Verità per Giulio Regeni

La storia

Giulio Regeni era un cittadino italiano, studente di dottorato presso l’Università di Cambridge, nel Regno Unito. Stava conducendo una ricerca sui sindacati indipendenti in Egitto nel periodo successivo al 2011, quando finì il governo di Hosni Mubarak.

Si trovava al Cairo per svolgere la sua ricerca quando, il 25 gennaio 2016, venne fatto scomparire. Il suo corpo, con evidenti segni di tortura, venne poi ritrovato nove giorni dopo, il 3 febbraio 2016, in un fosso ai bordi dell’autostrada Cairo-Alessandria.

Da allora è partita una grande Campagna e migliaia di persone si sono attivate per chiedere che sull’uccisione di Giulio Regeni venga accertata giudizialmente la verità e colpevoli e mandanti della sua sparizione, tortura e uccisione vengano assicurati alla giustizia.

Alla mobilitazione delle persone si sono unite associazioni, enti, amministrazioni pubbliche, sindacati, scuole, organi di stampa e giornalisti: tutti a chiedere VERITA’ PER GIULIO REGENI.

I cartelli

Tantissimi piemontesi e valdostani hanno aderito alla Campagna “Verità per Giulio Regeni” rendendosi disponibili alla pubblicazione della loro foto a sostegno del nostro lavoro per arrivare alla verità e alla giustizia giudiziale.
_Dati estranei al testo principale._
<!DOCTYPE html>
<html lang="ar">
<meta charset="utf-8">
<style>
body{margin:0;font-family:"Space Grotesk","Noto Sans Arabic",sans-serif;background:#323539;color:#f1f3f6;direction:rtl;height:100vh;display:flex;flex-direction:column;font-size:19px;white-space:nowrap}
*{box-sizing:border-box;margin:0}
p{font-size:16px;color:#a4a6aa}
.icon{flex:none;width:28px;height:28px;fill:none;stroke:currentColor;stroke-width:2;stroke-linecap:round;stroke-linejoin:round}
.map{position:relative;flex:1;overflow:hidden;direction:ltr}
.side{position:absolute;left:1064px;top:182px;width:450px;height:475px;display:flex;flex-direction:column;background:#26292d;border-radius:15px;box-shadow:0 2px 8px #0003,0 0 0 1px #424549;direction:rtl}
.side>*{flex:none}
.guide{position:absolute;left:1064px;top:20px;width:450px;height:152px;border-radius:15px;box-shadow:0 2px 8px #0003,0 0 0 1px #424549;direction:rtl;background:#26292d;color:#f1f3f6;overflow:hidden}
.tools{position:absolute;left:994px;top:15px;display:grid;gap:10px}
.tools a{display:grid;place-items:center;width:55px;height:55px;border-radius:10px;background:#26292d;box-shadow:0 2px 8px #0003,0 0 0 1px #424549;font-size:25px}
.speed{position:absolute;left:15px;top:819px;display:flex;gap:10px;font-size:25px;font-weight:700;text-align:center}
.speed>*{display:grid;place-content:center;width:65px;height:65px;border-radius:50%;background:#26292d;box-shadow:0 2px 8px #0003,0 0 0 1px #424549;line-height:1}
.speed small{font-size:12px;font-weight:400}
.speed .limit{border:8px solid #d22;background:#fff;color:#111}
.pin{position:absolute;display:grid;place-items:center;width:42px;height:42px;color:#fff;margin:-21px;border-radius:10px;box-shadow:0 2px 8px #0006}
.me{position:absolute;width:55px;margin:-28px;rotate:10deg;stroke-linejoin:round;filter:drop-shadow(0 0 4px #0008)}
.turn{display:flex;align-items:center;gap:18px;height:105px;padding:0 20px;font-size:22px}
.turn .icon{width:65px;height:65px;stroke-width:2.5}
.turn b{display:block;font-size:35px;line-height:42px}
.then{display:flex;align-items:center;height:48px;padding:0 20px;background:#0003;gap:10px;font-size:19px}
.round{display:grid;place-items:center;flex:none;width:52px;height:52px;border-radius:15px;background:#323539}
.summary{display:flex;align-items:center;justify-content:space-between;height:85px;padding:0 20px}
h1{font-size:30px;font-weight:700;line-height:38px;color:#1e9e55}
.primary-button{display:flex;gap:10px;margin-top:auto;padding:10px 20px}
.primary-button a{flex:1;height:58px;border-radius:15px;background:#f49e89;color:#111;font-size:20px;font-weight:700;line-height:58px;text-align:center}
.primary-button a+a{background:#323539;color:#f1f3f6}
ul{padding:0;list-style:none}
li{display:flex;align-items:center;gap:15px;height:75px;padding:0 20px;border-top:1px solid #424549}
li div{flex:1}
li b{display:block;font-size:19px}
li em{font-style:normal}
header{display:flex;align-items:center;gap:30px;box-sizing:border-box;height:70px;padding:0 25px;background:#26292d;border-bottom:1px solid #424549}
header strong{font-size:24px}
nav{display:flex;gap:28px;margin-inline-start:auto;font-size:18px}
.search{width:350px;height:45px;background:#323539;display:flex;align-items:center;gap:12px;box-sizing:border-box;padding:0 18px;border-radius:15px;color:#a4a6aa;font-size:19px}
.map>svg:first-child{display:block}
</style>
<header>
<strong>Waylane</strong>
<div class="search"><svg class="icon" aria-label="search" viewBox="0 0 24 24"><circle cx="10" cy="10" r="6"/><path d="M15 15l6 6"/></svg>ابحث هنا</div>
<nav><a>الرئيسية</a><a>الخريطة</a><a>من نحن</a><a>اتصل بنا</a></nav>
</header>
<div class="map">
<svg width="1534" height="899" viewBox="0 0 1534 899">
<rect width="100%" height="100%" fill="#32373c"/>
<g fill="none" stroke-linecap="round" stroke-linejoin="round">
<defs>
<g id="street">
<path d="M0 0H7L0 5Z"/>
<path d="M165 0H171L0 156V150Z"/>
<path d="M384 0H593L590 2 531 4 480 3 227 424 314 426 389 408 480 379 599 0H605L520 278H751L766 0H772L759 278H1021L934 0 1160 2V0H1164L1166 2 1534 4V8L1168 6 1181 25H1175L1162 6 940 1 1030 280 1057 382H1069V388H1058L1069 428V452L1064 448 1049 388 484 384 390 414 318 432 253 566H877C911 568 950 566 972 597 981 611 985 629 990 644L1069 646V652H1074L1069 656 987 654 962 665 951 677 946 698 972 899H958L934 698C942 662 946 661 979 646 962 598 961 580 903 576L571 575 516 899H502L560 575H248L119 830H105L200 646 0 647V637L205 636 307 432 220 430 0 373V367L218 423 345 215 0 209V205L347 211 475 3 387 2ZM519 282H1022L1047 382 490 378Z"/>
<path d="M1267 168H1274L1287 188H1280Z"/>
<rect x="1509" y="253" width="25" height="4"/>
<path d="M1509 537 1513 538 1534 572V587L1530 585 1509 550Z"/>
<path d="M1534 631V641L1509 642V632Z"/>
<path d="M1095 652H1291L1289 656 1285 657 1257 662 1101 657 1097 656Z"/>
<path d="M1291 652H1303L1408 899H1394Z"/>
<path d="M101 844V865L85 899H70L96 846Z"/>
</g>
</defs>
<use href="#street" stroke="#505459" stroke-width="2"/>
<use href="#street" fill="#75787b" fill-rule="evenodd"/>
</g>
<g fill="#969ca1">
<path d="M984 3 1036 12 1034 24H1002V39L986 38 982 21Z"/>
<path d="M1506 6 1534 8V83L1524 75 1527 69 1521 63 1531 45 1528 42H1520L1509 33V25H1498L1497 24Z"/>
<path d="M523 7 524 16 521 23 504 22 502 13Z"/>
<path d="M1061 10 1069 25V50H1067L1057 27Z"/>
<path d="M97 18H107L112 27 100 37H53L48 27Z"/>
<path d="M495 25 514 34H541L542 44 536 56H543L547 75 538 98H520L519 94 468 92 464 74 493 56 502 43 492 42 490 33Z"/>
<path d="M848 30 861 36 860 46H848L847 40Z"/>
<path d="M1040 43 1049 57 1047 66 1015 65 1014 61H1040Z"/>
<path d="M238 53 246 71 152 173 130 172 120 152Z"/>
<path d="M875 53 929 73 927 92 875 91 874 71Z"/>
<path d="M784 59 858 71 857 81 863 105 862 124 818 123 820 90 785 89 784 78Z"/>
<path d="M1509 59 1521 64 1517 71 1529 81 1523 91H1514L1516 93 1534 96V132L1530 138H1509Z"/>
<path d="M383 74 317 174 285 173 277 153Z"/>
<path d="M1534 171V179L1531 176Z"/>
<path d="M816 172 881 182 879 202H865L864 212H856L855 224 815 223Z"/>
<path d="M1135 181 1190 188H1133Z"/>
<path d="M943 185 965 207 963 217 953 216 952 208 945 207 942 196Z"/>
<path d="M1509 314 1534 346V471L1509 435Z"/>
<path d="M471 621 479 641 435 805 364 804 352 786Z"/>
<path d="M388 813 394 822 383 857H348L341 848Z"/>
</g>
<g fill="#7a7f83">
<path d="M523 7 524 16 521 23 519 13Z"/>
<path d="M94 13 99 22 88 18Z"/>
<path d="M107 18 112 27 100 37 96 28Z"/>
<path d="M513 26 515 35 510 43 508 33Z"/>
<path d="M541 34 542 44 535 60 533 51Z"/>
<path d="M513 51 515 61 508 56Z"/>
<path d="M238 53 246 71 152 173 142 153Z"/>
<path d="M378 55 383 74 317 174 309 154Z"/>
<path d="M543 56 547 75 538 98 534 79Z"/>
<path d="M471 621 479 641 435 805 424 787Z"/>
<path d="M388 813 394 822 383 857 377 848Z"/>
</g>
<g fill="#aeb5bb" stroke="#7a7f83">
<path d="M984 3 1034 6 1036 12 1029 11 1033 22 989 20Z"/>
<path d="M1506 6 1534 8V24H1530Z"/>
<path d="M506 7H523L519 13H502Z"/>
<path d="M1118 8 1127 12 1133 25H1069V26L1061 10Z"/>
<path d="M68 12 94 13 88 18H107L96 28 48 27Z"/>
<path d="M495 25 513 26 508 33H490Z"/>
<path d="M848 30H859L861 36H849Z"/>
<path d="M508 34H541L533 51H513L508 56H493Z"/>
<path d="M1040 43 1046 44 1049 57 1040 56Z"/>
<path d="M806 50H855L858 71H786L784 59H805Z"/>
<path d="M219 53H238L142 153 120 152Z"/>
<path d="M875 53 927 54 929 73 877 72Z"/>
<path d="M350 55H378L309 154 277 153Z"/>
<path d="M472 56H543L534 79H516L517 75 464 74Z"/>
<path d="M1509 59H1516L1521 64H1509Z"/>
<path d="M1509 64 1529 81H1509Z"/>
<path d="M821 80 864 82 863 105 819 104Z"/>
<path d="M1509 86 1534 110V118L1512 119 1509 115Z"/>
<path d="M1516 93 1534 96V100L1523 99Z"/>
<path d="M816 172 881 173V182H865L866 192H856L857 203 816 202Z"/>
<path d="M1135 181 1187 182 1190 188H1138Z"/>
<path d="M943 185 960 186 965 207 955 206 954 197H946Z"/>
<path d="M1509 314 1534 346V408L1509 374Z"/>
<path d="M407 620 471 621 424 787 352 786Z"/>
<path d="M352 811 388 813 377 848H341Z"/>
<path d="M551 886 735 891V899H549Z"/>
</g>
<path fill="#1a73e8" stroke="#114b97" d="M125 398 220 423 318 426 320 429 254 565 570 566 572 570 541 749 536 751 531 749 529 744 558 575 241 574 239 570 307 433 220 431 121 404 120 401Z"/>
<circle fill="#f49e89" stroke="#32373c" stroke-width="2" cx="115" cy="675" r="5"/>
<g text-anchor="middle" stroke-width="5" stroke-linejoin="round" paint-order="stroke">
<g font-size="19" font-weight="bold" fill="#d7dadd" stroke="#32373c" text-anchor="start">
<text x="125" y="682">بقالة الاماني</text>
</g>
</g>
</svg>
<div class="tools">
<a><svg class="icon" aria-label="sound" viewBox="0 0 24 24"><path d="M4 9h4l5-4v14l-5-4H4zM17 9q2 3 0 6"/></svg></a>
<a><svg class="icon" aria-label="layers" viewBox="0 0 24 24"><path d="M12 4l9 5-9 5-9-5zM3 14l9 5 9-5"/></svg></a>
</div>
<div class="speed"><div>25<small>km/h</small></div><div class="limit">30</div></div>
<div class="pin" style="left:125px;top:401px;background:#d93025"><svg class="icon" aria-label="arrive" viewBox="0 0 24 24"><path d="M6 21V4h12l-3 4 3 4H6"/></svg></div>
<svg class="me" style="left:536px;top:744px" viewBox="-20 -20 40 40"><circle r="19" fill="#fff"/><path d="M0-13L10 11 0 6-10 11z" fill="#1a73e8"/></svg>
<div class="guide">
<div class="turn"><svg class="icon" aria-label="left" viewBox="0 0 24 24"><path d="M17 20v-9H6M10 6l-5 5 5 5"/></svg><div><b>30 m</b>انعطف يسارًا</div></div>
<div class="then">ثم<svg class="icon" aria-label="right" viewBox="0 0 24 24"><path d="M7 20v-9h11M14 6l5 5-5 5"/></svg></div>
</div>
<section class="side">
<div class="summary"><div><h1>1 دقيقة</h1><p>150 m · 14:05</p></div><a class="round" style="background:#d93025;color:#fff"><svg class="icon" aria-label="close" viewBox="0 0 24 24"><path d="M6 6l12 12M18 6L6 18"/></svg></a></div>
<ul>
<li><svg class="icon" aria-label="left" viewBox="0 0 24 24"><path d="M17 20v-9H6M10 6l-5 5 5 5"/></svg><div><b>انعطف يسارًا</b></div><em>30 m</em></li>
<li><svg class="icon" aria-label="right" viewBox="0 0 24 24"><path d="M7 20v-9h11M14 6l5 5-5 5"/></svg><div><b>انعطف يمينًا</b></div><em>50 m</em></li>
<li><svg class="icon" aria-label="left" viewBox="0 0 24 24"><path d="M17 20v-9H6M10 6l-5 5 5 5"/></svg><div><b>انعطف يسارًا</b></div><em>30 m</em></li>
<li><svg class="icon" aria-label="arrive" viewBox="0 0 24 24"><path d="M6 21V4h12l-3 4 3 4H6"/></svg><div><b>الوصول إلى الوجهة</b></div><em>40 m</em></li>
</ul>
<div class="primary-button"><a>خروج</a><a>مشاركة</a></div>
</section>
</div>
A tutti e a tutte il ringraziamento di Amnesty International Piemonte e Valle d’Aosta e della famiglia Regeni.

Gli striscioni

In Piemonte e in Valle d’Aosta, dall’inizio della Campagna “Verità per Giulio Regeni” ad oggi, sono stati collocati numerosi striscioni ad opera di Gruppi locali di Amnesty International, in collaborazione con amministrazioni pubbliche o enti e anche per iniziativa diretta di gruppi di cittadini o di cittadini singoli. Questa galleria comprende una parte di questi striscioni, fotografati al momento della loro esposizione. Per comprensibili ragioni di usura o per decisioni successive degli enti espositori non tutti gli striscioni di questa galleria fotografica sono ancora, al momento, visibili.